-------- Data to use --------
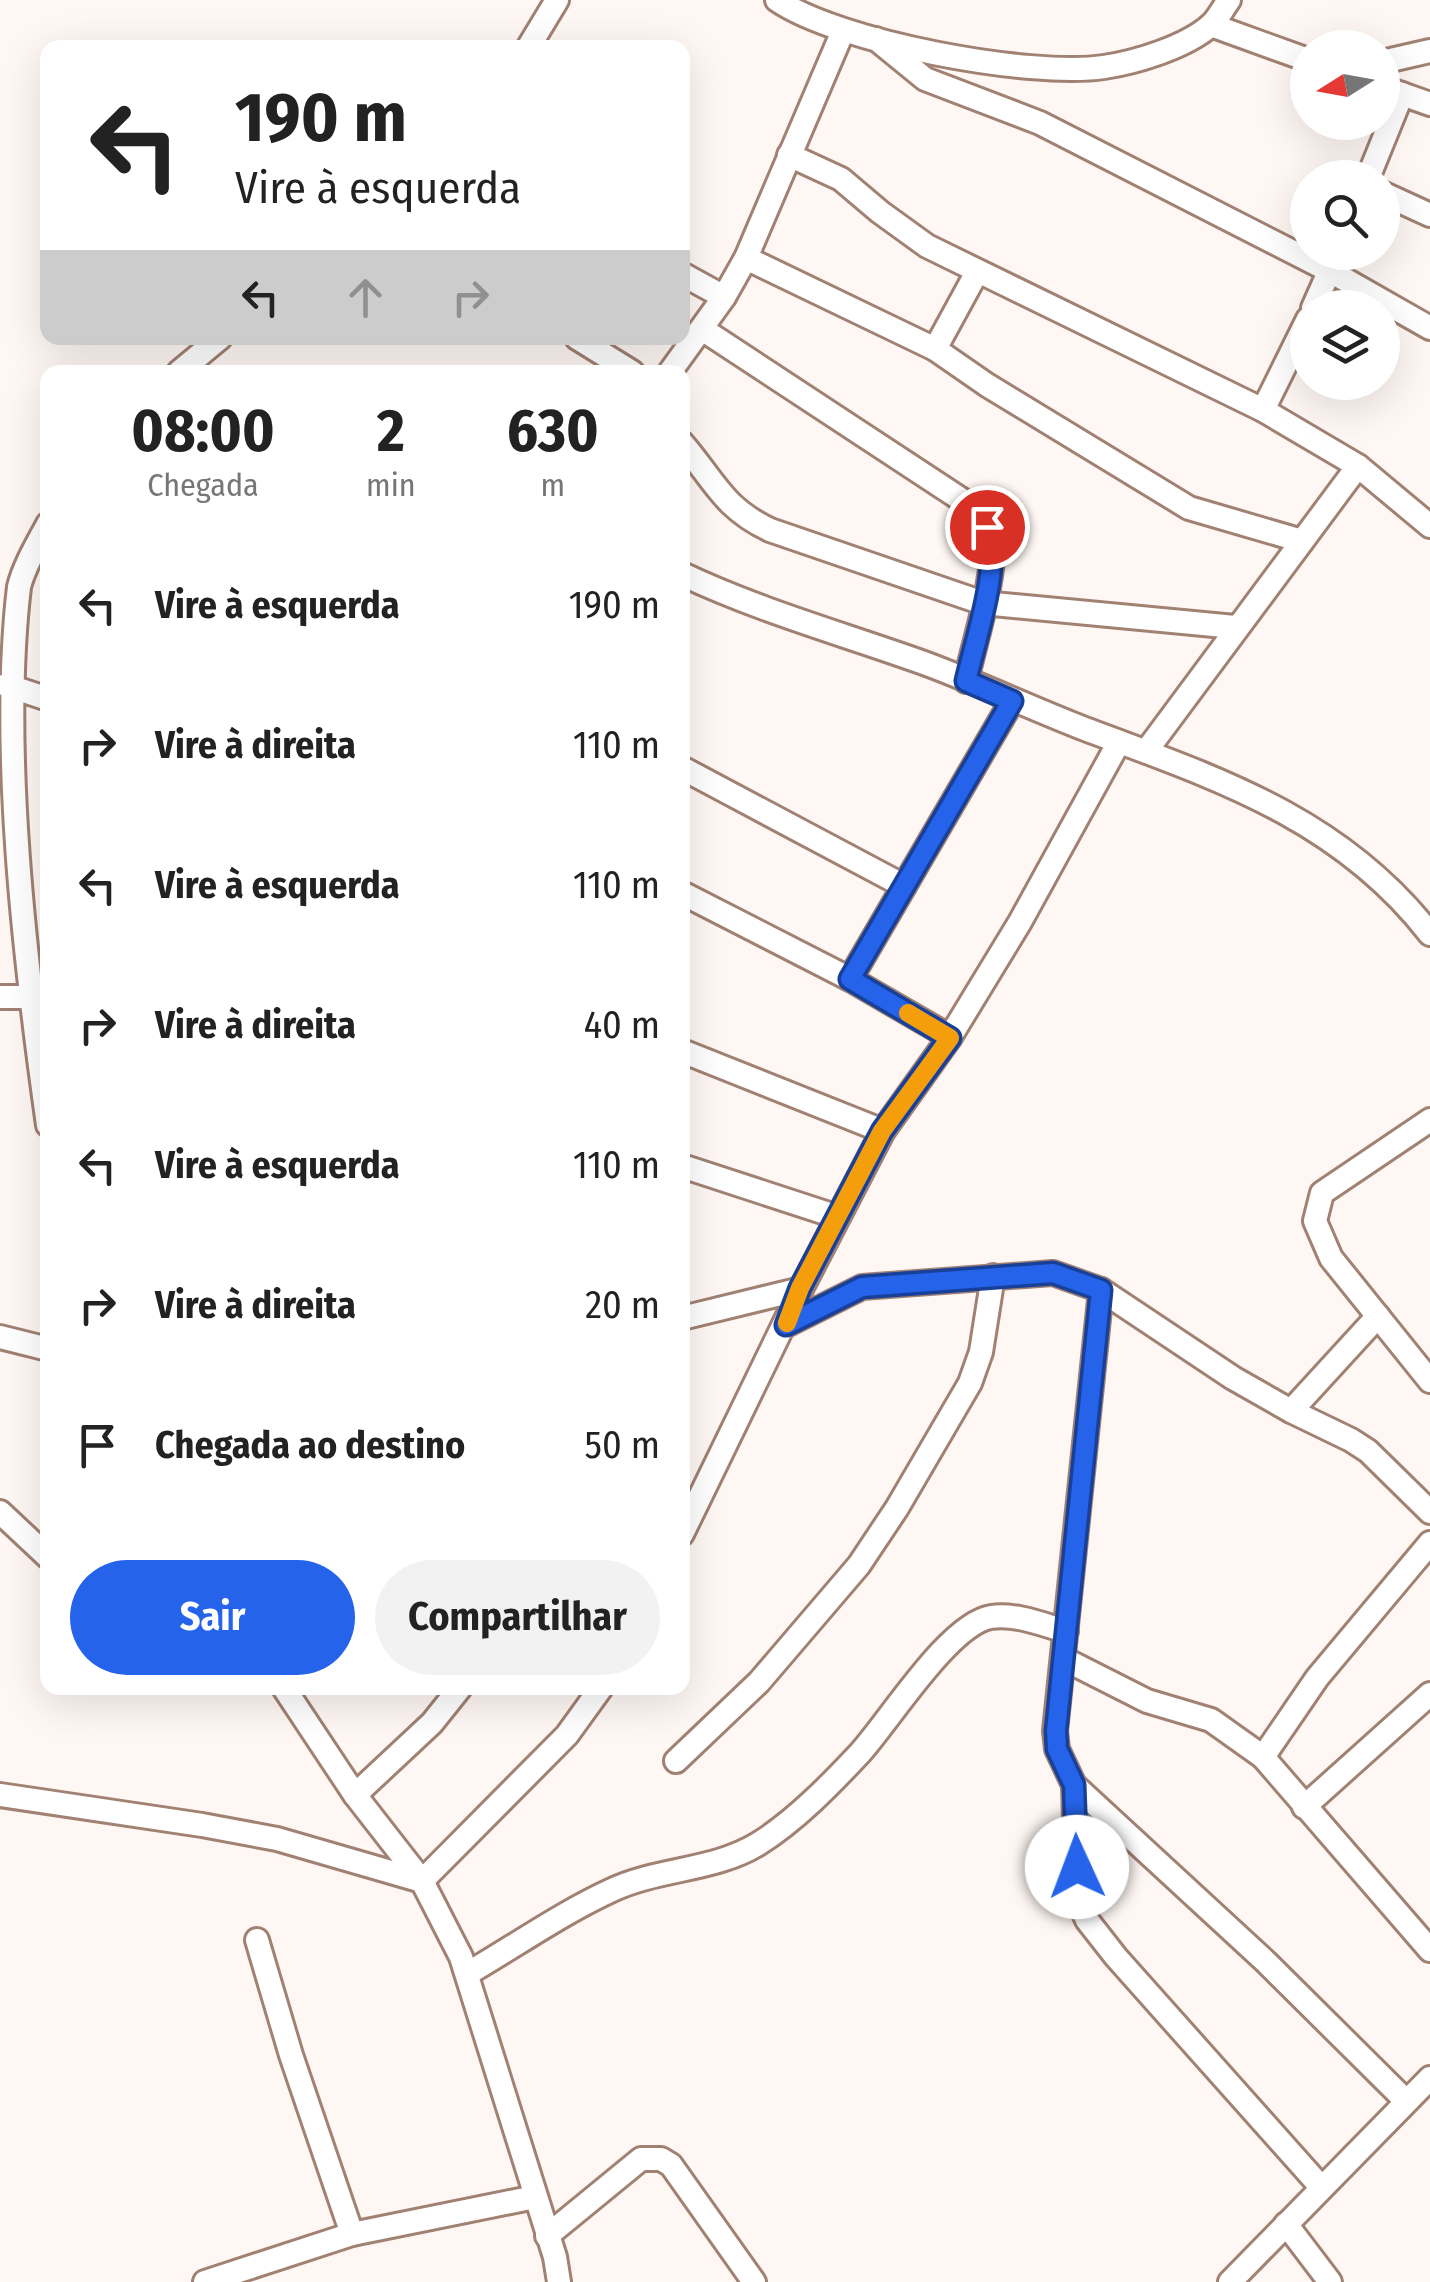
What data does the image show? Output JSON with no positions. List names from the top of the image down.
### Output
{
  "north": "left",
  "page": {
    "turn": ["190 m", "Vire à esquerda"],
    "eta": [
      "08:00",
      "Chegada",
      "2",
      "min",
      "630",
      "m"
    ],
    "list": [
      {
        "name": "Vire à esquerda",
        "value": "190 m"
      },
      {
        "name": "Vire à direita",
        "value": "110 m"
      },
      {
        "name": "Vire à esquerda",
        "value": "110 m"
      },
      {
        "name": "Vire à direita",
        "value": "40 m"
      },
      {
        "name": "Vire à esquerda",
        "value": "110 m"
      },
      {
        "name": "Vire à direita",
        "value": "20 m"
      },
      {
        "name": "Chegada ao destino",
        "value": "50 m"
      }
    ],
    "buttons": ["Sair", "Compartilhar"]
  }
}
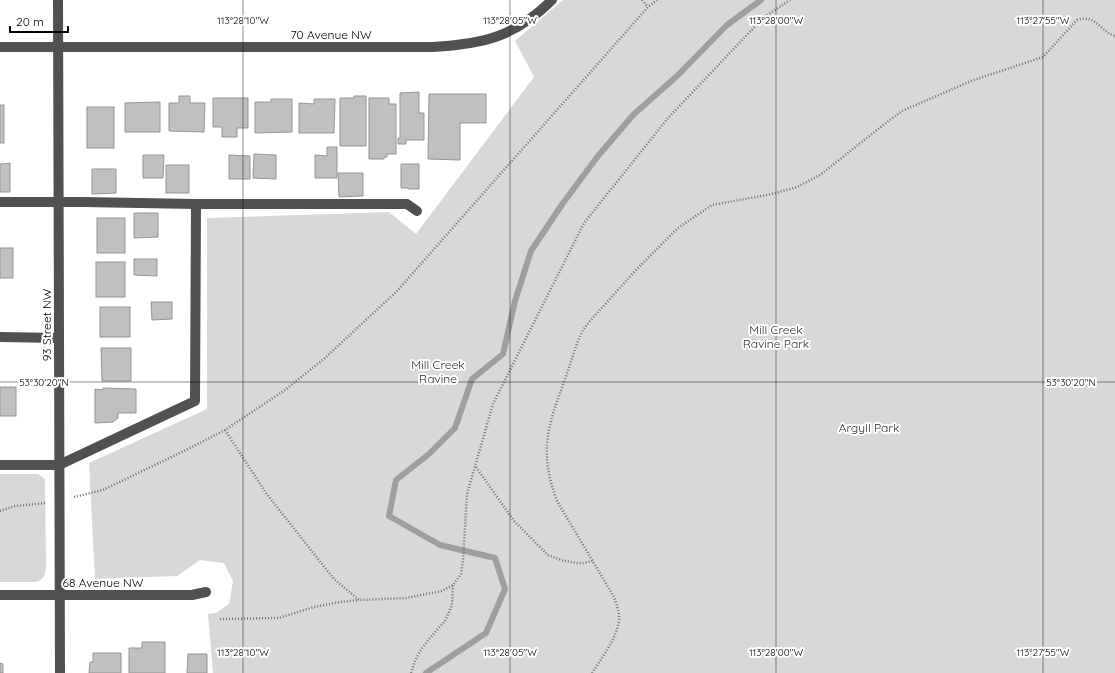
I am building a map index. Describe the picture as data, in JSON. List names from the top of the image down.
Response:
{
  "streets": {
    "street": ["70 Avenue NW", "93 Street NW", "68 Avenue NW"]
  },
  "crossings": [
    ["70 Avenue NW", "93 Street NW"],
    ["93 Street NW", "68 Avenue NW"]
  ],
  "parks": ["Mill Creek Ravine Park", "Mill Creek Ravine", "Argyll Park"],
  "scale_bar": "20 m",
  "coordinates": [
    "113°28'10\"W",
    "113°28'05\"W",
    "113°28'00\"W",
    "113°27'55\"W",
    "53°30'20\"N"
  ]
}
--------
**Task objective**
All the lines above need to be repeated exactly, with no pictures carried over.

**Output of the exercise**
What data does the image show? Output JSON with no positions. List names from the top of the image down.
### Output
{
  "north": "left",
  "page": {
    "turn": ["190 m", "Vire à esquerda"],
    "eta": [
      "08:00",
      "Chegada",
      "2",
      "min",
      "630",
      "m"
    ],
    "list": [
      {
        "name": "Vire à esquerda",
        "value": "190 m"
      },
      {
        "name": "Vire à direita",
        "value": "110 m"
      },
      {
        "name": "Vire à esquerda",
        "value": "110 m"
      },
      {
        "name": "Vire à direita",
        "value": "40 m"
      },
      {
        "name": "Vire à esquerda",
        "value": "110 m"
      },
      {
        "name": "Vire à direita",
        "value": "20 m"
      },
      {
        "name": "Chegada ao destino",
        "value": "50 m"
      }
    ],
    "buttons": ["Sair", "Compartilhar"]
  }
}
I am building a map index. Describe the picture as data, in JSON. List names from the top of the image down.
Response:
{
  "streets": {
    "street": ["70 Avenue NW", "93 Street NW", "68 Avenue NW"]
  },
  "crossings": [
    ["70 Avenue NW", "93 Street NW"],
    ["93 Street NW", "68 Avenue NW"]
  ],
  "parks": ["Mill Creek Ravine Park", "Mill Creek Ravine", "Argyll Park"],
  "scale_bar": "20 m",
  "coordinates": [
    "113°28'10\"W",
    "113°28'05\"W",
    "113°28'00\"W",
    "113°27'55\"W",
    "53°30'20\"N"
  ]
}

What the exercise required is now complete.